── Data shown ──
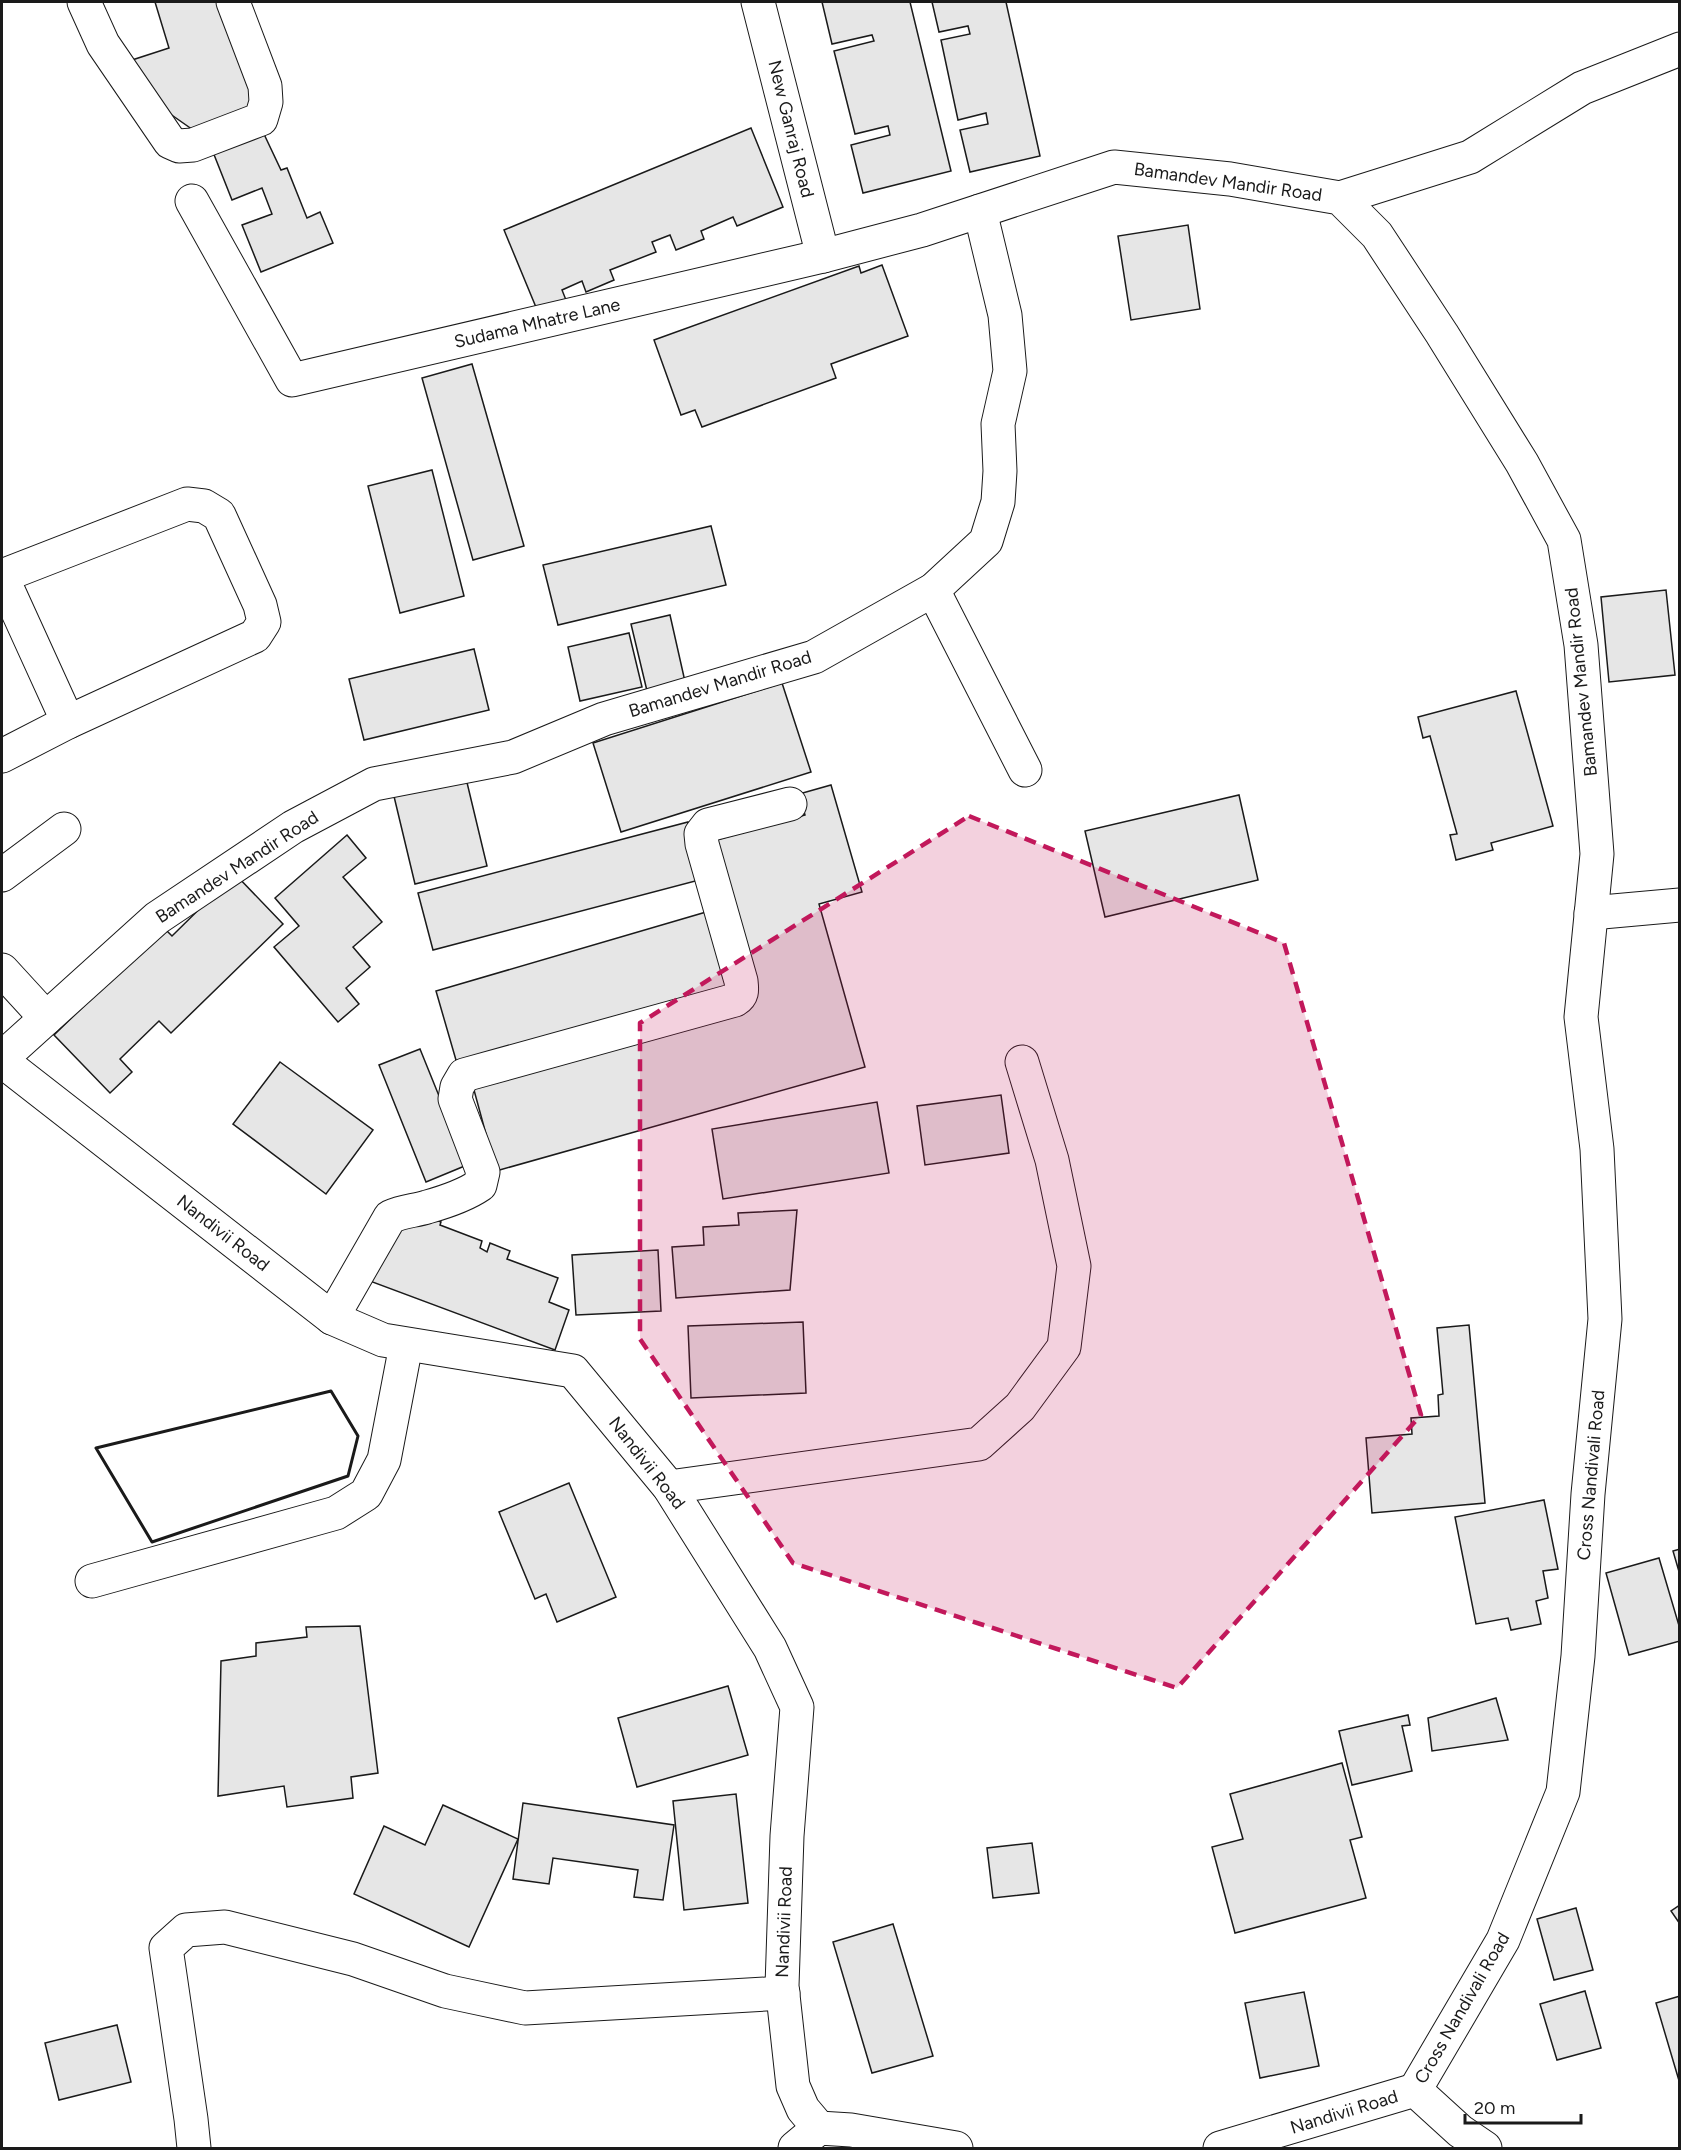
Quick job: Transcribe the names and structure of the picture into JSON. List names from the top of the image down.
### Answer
{
  "streets": {
    "street": [
      "New Ganraj Road",
      "Bamandev Mandir Road",
      "Sudama Mhatre Lane",
      "Nandivii Road",
      "Cross Nandivali Road"
    ]
  },
  "crossings": [
    ["New Ganraj Road", "Sudama Mhatre Lane"],
    ["Bamandev Mandir Road", "Sudama Mhatre Lane"],
    ["Bamandev Mandir Road", "Nandivii Road"],
    ["Bamandev Mandir Road", "Cross Nandivali Road"],
    ["Nandivii Road", "Cross Nandivali Road"]
  ],
  "scale_bar": "20 m"
}
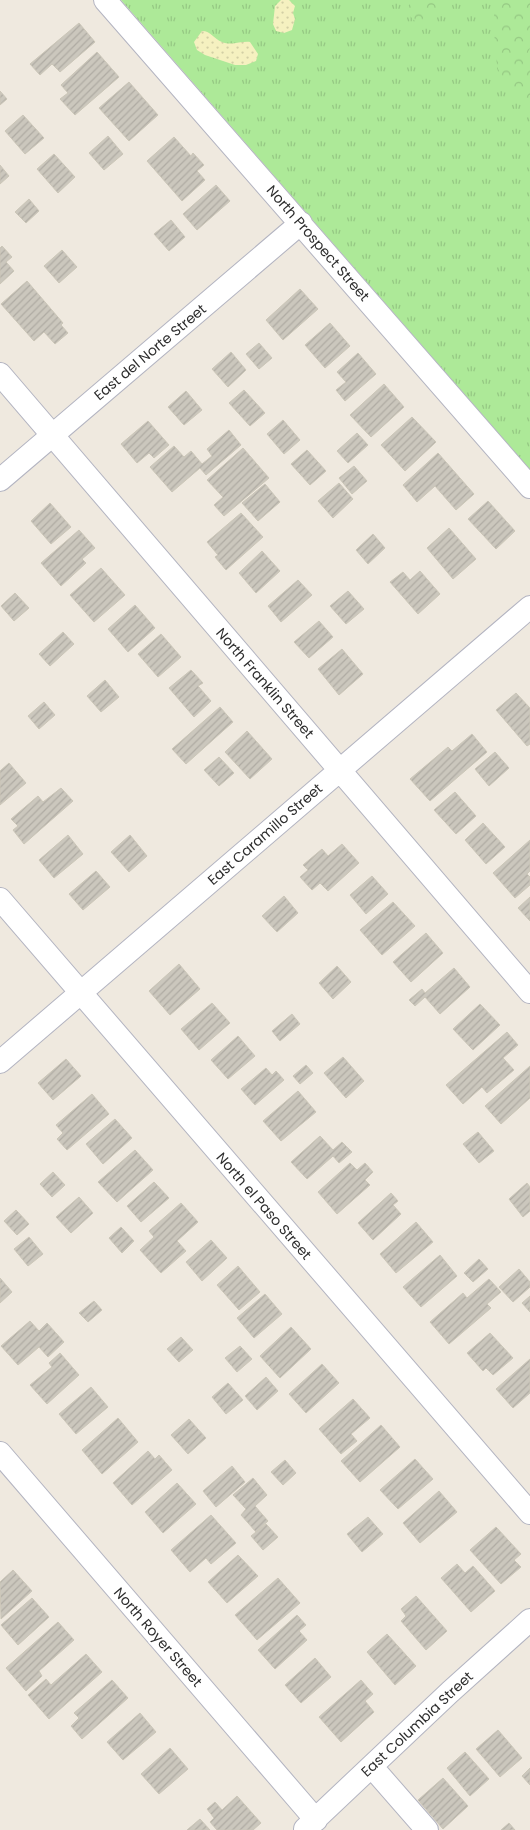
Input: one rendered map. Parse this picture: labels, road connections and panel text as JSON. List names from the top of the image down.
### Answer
{
  "streets": {
    "street": [
      "North Prospect Street",
      "East del Norte Street",
      "North Franklin Street",
      "East Caramillo Street",
      "North el Paso Street",
      "North Royer Street",
      "East Columbia Street"
    ]
  },
  "crossings": [
    ["North Prospect Street", "East del Norte Street"],
    ["East del Norte Street", "North Franklin Street"],
    ["North Franklin Street", "East Caramillo Street"],
    ["East Caramillo Street", "North el Paso Street"],
    ["North Royer Street", "East Columbia Street"]
  ]
}
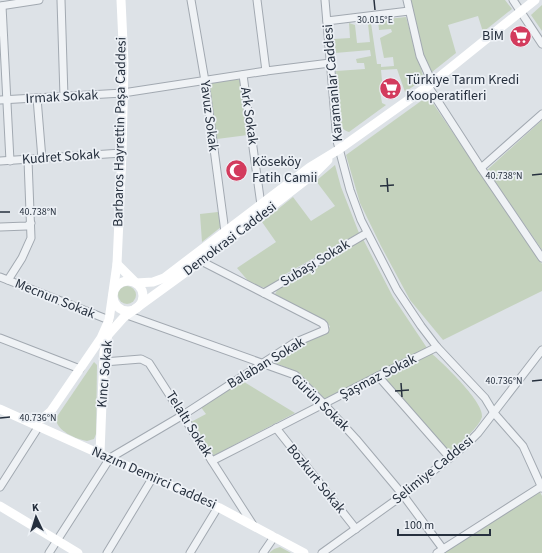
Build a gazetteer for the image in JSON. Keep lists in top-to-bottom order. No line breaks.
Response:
───
Check every line of the data above for the string "down", and copy those that have it.

**Task response**
Quick job: Transcribe the names and structure of the picture into JSON. List names from the top of the image down.
Input: one rendered map. Parse this picture: labels, road connections and panel text as JSON. List names from the top of the image down.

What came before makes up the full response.